> [WHAT YOU SHOULD DO] For the word "they", state the number of lines in the data that contain it, and nothing else.

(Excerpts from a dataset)
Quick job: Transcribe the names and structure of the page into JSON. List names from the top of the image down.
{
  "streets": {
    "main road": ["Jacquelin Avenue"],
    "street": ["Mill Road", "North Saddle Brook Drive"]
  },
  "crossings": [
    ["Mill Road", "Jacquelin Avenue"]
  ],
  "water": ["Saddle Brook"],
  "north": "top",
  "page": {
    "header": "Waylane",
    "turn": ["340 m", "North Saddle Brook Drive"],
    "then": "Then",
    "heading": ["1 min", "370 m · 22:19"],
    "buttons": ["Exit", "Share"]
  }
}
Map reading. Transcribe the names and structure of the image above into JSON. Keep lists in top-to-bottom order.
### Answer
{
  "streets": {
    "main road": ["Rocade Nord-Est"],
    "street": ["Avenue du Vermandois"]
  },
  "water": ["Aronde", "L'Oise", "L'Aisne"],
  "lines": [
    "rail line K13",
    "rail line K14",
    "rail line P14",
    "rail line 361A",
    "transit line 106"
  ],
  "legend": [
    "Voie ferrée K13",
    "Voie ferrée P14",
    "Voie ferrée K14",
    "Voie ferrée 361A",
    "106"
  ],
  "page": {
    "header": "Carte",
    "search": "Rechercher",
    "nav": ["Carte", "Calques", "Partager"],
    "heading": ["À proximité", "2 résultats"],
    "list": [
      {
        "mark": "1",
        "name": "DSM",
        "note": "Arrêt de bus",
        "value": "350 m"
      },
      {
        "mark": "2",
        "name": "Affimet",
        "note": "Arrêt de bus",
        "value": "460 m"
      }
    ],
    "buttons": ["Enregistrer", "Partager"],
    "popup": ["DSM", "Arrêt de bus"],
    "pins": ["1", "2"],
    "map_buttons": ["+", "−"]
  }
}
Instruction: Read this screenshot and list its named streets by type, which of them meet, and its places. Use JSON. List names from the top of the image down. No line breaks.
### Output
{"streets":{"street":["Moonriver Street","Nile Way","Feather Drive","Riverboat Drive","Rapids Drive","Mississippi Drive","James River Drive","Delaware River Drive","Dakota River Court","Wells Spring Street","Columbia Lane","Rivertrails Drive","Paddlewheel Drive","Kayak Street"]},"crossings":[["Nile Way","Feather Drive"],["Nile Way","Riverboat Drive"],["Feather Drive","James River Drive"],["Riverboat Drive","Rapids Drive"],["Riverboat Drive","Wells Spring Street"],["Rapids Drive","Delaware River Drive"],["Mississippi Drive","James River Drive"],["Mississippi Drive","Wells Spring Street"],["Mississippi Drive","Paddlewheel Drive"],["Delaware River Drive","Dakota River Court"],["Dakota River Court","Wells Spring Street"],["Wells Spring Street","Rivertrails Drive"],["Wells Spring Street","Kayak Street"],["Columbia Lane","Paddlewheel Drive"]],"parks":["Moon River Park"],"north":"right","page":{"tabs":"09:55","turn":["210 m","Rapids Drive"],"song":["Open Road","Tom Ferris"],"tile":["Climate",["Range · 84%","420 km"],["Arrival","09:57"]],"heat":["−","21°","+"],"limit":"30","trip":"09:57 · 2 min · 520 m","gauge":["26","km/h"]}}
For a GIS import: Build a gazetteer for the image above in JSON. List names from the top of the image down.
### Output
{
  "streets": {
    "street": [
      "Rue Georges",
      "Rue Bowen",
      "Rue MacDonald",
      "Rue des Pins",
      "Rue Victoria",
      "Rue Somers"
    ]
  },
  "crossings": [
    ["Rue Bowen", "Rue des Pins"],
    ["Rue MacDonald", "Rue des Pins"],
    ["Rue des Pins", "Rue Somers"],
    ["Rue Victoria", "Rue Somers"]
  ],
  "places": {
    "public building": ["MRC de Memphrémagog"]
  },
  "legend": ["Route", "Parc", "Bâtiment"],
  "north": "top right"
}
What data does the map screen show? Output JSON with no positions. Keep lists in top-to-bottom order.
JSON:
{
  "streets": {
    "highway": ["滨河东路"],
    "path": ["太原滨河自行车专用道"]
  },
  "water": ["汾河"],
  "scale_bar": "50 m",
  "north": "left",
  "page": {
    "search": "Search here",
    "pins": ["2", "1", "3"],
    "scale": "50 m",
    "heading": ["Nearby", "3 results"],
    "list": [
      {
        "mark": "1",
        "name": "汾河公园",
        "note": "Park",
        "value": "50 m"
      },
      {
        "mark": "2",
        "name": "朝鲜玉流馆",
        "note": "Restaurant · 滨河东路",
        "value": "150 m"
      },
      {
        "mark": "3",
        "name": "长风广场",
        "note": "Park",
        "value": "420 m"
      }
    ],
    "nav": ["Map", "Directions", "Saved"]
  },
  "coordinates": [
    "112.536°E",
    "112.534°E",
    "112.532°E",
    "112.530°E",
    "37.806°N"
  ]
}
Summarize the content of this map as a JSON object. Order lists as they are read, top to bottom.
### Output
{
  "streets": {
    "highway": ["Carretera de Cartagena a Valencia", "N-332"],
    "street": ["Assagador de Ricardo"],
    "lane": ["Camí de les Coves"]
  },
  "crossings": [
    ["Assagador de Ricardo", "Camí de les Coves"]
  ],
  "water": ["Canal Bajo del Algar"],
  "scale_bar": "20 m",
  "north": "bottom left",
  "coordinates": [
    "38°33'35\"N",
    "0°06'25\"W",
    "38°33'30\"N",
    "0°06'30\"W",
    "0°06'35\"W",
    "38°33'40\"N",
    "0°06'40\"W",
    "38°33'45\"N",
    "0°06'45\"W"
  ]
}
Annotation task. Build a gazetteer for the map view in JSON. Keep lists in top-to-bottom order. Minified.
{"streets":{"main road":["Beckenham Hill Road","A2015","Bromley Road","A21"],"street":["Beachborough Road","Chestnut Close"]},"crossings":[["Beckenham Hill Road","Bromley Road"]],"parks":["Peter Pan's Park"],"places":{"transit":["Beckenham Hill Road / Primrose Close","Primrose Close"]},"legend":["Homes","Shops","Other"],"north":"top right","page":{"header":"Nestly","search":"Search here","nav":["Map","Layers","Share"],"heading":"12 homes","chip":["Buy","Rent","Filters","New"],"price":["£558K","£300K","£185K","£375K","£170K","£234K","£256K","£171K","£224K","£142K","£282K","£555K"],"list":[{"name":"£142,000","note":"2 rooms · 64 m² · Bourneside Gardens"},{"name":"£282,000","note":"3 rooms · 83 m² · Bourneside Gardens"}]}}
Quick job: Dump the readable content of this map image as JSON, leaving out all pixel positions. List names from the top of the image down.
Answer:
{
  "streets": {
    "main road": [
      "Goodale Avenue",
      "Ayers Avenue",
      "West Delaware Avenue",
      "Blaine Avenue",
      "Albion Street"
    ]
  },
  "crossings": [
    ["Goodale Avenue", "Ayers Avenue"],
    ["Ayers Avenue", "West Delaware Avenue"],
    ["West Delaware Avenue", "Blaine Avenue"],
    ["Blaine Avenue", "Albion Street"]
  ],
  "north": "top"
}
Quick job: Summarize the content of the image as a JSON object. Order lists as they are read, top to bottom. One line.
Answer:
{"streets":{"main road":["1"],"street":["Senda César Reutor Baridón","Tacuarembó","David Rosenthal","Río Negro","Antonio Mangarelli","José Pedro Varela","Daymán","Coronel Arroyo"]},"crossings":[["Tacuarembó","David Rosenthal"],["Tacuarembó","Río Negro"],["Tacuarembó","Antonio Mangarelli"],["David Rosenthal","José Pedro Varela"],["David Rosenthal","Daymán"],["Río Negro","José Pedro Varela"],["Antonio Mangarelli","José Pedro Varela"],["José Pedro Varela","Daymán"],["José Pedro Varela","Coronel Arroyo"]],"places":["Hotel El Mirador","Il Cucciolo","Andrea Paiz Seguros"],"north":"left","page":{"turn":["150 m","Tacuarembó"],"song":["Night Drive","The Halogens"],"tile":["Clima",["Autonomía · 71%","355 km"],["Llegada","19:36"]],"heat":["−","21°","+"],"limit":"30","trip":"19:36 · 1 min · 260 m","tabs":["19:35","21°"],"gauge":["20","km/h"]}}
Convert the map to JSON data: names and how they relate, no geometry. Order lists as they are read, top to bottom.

> [PROBLEM SOLUTION] 3